Non
è facile stare sulla breccia per oltre venticinque e mantenere per
tutto questo tempo una decorosa caratura artistica. In fin dei conti,
però, Kelly Jones e la sua creatura, pur non essendo destinati a
gloriose pagine sui libri di letteratura rock, sono riusciti a resistere
alle mode, a volte anche adattandosi, e a creare un suono e uno stile
facilmente riconoscibili. Gli Stereophonics, infatti, sono la classica
band a cui non si riesce ad ascrivere alcun capolavoro, quel disco,
fosse anche solo uno, destinato, cioè, a farsi ricordare nei secoli dei
secoli; è pur vero, tuttavia, che hanno mantenuto in buona salute il
loro pop-rock di facile presa, sfornando talvolta album di buon livello e
molte hit spacca classifiche.
Dopo
il riuscito Scream Above The Sounds (2017) e un periodo che lo stesso
Jones definisce come caratterizzato da afasia compositiva, il gruppo
scozzese sforna l’undicesimo album in studio, registrato in una decina
di giorni presso la distilleria The Ramsbury nel Wiltshire e prodotto da
una vecchia volpe come George Drakulias, già al servizio di Black
Crowes e Tom Petty.
Se
il marchio Stereophonics è immediatamente riconoscibile fin dalle prime
battute dell’album, bisogna dire che questo Kind segna, però, un
leggero cambio di rotta rispetto al lavoro precedente: è un disco
decisamente meno pop, segnato prevalentemente da ballate che guardano
più gli States che la terra d’Albione, e che offrono un songwriting
decisamente più intimo e raccolto.
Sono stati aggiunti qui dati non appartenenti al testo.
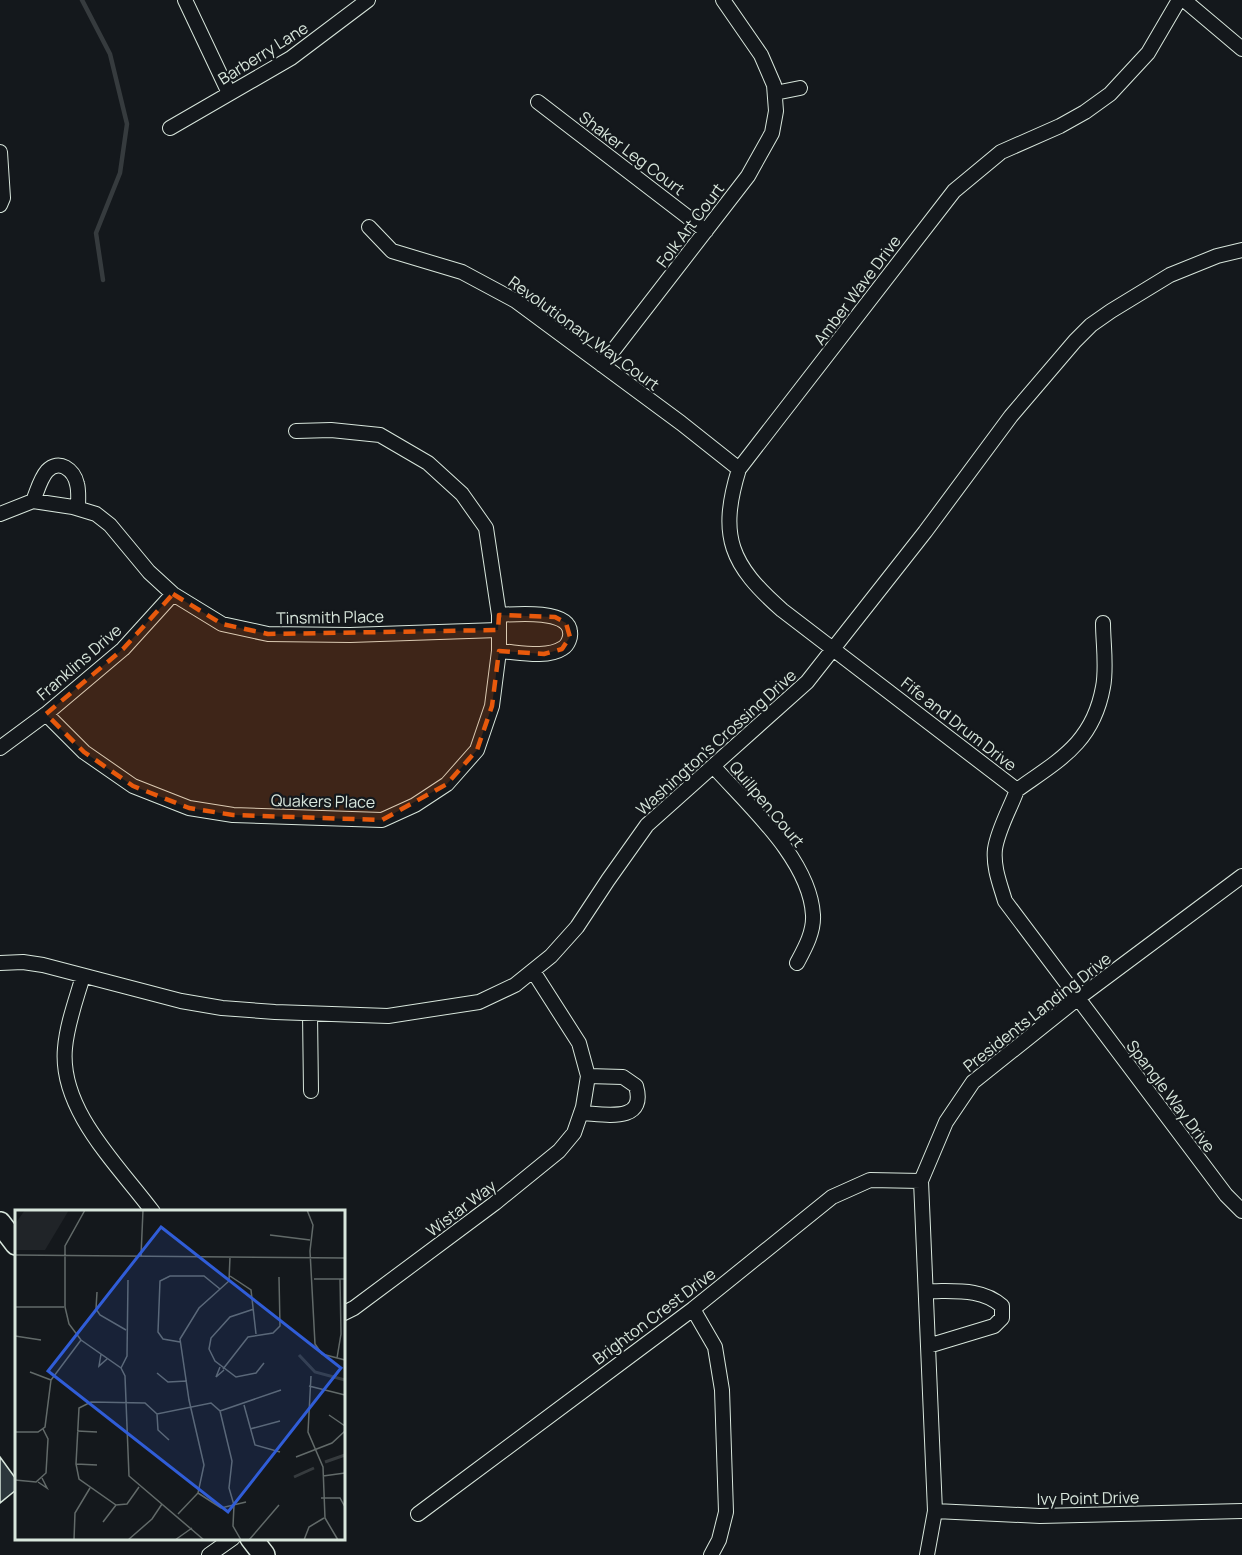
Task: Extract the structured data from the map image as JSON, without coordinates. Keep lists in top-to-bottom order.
{
  "streets": {
    "street": [
      "Barberry Lane",
      "Shaker Leg Court",
      "Folk Art Court",
      "Amber Wave Drive",
      "Revolutionary Way Court",
      "Tinsmith Place",
      "Franklins Drive",
      "Fife and Drum Drive",
      "Washington's Crossing Drive",
      "Quakers Place",
      "Quillpen Court",
      "Presidents Landing Drive",
      "Spangle Way Drive",
      "Wistar Way",
      "Brighton Crest Drive",
      "Ivy Point Drive"
    ]
  },
  "crossings": [
    ["Shaker Leg Court", "Folk Art Court"],
    ["Folk Art Court", "Revolutionary Way Court"],
    ["Amber Wave Drive", "Revolutionary Way Court"],
    ["Amber Wave Drive", "Fife and Drum Drive"],
    ["Amber Wave Drive", "Washington's Crossing Drive"],
    ["Tinsmith Place", "Franklins Drive"],
    ["Tinsmith Place", "Quakers Place"],
    ["Franklins Drive", "Quakers Place"],
    ["Fife and Drum Drive", "Washington's Crossing Drive"],
    ["Fife and Drum Drive", "Presidents Landing Drive"],
    ["Fife and Drum Drive", "Spangle Way Drive"],
    ["Washington's Crossing Drive", "Quillpen Court"],
    ["Washington's Crossing Drive", "Wistar Way"],
    ["Presidents Landing Drive", "Spangle Way Drive"],
    ["Presidents Landing Drive", "Brighton Crest Drive"],
    ["Presidents Landing Drive", "Ivy Point Drive"]
  ]
}
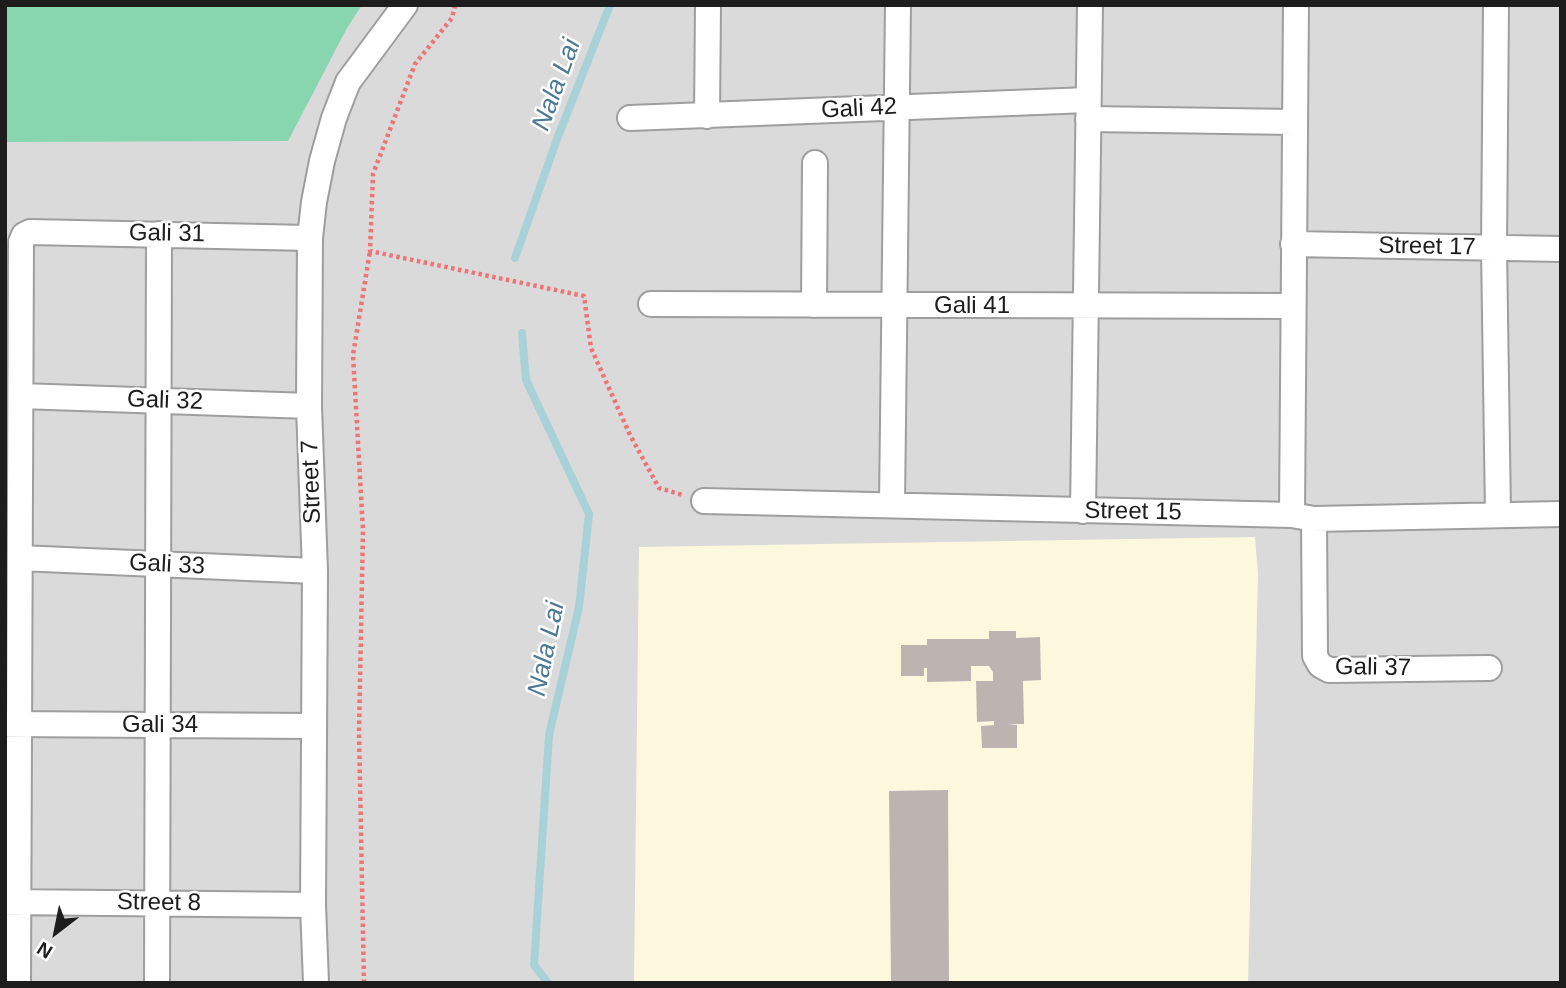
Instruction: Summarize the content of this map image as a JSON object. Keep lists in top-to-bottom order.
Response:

Jones, si sa, possiede una voce
ruvida e calda che fa da perfetto contraltare anche ai momenti più
melodici, e soprattutto in questi brani, a volte decisamente
carezzevoli, il contrasto produce l’effetto sperato.
Apre
il disco I Just Wanted The Goods, brano decisamente anomalo rispetto
alla restante scaletta: chitarra slide, groove funky, esuberanza rock e
un ritornello che non lascia scampo. Una canzone con un tiro
notevolissimo, che però non trova conferme ulteriori. La successiva Fly
Like An Eagle, infatti, è un’intensa ballata, molto melodica, e che, per
quanto prevedibile, è attraversata da un gran pathos.
Make
Friends With The Morning, è un altro brano lento che veste però abiti
gospel, Hangover For You e This Life Ain’t Easy (But It’s The One That
We All Got) hanno il classico suono Stereophonics, sono un po' risapute
ma hanno melodie uncinanti, Street Of Orange Light è la più marcatamente
americana del lotto, mentre Don’t Let The Devil Take Another Day guarda
al passato rispolverando sonorità brit pop.
In
definitiva, Kind tiene il passo del suo predecessore e, pur senza
apportare grandi novità alla storia della band, risulta piacevole e si
fa apprezzare. Non c’è nulla che stupisca né troverete canzoni
immortali, e l’ispirazione di Kelly Jones, anche in questa veste
decisamente più languida e schiva, sembra sempre viaggiare con il pilota
automatico. I dischi brutti, però, sono altri, e questi quaranta minuti
(più di un’ora nell’edizione deluxe, arricchita di demo) vanno via
lisci, senza sussulti, ma anche senza sbadigli.